# DATA FOR REVIEW:
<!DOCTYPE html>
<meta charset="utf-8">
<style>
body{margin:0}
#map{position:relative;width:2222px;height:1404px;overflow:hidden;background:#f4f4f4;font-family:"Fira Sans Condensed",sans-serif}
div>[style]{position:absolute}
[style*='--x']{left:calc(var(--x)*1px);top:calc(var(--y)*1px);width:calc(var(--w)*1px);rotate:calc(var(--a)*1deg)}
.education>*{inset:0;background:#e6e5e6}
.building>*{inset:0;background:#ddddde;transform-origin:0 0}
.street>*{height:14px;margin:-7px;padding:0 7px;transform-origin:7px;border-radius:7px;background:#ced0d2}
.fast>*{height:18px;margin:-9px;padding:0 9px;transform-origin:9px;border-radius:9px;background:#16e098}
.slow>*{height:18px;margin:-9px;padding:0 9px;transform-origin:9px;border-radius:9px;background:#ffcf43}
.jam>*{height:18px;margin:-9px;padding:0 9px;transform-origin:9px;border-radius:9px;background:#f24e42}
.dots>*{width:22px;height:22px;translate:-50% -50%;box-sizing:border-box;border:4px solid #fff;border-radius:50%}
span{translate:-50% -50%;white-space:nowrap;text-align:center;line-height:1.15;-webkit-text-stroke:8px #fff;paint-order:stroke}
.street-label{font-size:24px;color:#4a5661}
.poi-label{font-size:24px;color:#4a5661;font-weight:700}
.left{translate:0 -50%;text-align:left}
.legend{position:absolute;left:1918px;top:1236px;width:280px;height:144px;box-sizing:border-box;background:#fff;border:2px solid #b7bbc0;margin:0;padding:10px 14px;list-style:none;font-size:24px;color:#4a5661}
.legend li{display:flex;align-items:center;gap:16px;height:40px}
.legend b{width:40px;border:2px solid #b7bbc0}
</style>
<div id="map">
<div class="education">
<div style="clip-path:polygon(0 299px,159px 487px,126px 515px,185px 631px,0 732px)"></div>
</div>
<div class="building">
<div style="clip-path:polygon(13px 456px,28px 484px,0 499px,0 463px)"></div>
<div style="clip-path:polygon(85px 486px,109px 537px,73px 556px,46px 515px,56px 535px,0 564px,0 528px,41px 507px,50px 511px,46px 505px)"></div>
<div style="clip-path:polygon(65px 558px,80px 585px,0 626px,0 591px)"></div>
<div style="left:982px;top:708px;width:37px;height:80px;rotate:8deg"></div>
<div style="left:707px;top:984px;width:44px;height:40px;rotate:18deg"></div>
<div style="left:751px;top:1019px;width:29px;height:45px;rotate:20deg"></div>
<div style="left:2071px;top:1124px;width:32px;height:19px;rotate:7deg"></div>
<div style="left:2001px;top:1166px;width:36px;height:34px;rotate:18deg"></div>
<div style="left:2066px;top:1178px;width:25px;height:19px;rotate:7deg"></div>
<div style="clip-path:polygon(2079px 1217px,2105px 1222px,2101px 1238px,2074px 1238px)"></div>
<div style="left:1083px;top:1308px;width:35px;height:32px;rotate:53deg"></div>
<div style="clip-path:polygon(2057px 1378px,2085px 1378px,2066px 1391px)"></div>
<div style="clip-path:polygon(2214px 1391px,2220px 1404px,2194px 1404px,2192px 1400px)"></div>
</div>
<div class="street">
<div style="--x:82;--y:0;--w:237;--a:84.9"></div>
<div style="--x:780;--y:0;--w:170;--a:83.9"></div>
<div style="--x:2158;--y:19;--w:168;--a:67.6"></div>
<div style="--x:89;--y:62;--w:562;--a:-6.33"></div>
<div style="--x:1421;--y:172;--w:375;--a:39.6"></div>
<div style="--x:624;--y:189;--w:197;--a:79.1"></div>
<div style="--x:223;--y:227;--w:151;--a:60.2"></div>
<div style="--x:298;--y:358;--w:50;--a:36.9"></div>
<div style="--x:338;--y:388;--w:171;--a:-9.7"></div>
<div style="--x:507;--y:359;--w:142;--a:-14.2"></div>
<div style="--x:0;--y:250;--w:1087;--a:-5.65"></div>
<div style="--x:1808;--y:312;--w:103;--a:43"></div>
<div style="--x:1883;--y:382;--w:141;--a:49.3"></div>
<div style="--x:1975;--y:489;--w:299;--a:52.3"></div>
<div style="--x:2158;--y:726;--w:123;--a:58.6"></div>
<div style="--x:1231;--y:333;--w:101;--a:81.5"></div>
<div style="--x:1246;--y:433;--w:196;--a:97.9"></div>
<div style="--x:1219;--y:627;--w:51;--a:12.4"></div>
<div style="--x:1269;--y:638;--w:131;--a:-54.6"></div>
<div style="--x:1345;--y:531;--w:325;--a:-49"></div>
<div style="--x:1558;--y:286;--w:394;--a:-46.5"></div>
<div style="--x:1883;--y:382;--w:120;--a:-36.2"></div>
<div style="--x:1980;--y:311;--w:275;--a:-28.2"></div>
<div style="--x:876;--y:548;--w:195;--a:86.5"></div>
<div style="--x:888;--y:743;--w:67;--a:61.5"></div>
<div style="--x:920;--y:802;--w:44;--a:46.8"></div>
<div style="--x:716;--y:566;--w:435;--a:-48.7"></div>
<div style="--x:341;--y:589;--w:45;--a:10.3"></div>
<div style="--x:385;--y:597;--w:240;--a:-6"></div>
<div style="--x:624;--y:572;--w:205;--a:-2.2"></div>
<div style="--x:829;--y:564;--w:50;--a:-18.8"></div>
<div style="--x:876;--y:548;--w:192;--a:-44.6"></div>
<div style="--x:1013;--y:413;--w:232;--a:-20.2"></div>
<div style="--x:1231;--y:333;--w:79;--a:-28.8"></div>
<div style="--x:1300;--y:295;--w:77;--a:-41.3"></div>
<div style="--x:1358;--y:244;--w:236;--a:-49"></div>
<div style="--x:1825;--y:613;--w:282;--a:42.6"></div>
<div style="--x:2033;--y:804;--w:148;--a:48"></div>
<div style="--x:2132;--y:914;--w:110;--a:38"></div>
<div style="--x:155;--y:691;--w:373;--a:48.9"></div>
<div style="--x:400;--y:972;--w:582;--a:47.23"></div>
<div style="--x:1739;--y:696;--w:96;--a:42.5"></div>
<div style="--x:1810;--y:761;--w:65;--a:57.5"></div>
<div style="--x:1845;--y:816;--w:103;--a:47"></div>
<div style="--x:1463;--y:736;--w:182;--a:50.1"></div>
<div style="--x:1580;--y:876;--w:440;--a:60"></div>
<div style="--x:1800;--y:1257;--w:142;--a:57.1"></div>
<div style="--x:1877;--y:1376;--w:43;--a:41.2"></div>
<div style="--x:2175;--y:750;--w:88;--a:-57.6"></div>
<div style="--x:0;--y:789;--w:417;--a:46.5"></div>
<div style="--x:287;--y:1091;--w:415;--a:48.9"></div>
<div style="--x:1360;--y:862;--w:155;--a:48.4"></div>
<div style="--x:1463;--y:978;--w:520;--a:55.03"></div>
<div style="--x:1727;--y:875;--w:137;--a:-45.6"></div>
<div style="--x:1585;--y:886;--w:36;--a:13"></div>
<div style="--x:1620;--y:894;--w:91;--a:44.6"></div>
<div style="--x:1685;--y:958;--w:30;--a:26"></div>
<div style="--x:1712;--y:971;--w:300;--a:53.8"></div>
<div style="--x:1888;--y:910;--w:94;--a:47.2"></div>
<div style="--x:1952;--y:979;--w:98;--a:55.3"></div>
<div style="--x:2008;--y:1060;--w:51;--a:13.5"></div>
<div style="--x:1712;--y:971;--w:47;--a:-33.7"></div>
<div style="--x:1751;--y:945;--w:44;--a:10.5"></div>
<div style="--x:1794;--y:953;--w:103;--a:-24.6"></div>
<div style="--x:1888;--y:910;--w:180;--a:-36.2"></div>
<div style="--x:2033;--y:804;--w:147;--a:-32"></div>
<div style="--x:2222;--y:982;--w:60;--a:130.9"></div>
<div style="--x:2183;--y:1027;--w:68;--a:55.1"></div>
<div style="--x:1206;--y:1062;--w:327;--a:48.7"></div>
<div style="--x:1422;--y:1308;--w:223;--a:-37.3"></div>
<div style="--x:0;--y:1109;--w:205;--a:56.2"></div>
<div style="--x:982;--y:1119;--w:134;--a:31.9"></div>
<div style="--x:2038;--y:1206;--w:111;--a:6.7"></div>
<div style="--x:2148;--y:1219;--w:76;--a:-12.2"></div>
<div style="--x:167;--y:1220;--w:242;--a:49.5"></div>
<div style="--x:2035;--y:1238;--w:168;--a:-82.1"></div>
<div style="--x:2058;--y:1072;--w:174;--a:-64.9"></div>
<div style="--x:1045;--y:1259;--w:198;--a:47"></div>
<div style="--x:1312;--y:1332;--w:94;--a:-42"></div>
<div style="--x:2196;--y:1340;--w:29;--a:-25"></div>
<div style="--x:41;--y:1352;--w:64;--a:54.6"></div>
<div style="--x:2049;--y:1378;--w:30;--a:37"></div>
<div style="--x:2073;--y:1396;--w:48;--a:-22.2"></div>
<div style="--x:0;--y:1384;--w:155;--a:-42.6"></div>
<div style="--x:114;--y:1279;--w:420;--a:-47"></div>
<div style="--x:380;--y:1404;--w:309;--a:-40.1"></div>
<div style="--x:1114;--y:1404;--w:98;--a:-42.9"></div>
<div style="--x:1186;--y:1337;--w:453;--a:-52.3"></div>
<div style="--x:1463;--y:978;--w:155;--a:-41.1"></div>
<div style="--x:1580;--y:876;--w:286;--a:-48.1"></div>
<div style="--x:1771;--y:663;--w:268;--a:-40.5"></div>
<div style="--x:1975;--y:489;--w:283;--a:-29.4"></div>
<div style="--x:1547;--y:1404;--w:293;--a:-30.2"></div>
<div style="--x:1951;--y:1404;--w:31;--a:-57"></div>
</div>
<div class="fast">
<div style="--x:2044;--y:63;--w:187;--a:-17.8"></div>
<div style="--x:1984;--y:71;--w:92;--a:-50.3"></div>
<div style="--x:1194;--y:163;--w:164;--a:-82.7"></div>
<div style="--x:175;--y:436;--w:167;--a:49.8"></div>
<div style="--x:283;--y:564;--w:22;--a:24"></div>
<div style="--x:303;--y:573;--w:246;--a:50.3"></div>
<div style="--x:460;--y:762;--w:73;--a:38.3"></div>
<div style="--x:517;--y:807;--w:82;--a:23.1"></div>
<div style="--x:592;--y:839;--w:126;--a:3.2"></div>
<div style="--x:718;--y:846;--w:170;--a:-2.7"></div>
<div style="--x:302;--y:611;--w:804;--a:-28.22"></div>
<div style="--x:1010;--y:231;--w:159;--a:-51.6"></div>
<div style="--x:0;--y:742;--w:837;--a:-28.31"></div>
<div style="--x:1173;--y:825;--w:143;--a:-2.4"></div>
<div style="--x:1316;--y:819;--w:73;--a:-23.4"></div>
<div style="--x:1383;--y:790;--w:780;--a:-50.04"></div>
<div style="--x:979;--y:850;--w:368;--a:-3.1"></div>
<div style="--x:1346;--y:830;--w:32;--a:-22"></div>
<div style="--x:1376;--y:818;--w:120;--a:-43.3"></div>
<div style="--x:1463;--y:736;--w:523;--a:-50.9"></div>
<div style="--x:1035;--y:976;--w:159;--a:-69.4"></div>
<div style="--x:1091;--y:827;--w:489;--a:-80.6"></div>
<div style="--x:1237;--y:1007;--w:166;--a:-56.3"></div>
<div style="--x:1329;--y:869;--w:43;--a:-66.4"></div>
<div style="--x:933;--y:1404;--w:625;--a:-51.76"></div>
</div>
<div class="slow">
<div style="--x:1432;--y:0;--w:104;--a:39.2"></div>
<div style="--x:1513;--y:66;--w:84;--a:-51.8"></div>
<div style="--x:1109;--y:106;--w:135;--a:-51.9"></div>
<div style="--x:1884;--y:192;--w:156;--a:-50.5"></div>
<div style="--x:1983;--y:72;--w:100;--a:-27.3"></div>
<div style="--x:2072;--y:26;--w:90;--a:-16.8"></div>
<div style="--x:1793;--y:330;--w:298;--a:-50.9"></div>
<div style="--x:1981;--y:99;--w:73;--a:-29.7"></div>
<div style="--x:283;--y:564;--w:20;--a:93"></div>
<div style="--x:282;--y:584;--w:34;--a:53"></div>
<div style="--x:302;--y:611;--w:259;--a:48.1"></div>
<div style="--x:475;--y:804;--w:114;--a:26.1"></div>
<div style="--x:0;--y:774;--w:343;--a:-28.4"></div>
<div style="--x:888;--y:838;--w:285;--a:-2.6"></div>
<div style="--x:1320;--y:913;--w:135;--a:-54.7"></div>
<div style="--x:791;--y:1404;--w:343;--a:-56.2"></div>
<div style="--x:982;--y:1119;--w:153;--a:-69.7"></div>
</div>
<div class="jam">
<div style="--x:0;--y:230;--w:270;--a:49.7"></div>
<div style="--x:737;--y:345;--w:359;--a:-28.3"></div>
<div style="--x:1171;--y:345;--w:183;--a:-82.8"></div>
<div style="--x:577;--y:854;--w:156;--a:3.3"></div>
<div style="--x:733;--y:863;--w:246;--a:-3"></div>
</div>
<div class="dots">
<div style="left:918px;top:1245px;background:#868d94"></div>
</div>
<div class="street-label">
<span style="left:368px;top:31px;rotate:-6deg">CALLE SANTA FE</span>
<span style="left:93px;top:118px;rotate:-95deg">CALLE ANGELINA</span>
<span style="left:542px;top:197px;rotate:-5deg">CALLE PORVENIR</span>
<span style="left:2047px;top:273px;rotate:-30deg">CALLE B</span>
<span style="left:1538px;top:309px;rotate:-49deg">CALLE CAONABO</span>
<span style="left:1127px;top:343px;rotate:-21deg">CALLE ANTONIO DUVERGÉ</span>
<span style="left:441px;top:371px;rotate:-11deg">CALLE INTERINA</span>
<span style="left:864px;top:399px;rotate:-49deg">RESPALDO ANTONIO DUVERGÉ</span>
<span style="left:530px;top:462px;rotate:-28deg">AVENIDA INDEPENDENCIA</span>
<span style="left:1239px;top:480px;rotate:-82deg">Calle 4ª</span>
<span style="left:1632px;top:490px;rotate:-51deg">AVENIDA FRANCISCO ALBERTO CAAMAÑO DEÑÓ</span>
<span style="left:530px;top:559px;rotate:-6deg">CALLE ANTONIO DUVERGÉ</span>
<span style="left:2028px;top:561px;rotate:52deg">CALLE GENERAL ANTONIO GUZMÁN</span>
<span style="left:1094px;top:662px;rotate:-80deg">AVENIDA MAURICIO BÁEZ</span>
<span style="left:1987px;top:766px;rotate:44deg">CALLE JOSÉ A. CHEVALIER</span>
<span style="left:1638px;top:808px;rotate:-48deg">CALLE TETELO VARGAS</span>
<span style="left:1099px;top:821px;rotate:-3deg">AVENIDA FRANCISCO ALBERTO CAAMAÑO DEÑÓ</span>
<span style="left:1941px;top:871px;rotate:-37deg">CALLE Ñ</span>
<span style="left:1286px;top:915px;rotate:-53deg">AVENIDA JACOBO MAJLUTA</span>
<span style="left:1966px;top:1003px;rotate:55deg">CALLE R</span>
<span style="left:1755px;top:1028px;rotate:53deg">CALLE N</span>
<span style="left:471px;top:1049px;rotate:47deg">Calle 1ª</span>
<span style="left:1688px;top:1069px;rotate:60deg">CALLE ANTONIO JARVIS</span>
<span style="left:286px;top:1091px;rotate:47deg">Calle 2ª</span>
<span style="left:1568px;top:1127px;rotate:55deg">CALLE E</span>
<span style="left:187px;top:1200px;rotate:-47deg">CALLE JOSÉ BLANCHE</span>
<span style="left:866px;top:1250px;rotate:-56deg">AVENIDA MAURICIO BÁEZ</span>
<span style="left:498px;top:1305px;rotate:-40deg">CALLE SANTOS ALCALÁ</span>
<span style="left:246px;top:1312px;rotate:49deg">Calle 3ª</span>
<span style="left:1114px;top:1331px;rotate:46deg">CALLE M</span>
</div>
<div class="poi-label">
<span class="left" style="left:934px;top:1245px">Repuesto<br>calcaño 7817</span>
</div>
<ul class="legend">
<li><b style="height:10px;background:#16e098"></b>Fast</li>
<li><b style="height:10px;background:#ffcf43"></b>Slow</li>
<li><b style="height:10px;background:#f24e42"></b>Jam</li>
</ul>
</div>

# EXERCISE DETAILS:
Go through the lines above and copy any that contain "DUVERGÉ".

# SOLUTION TO THIS PROBLEM:
<span style="left:1127px;top:343px;rotate:-21deg">CALLE ANTONIO DUVERGÉ</span>
<span style="left:864px;top:399px;rotate:-49deg">RESPALDO ANTONIO DUVERGÉ</span>
<span style="left:530px;top:559px;rotate:-6deg">CALLE ANTONIO DUVERGÉ</span>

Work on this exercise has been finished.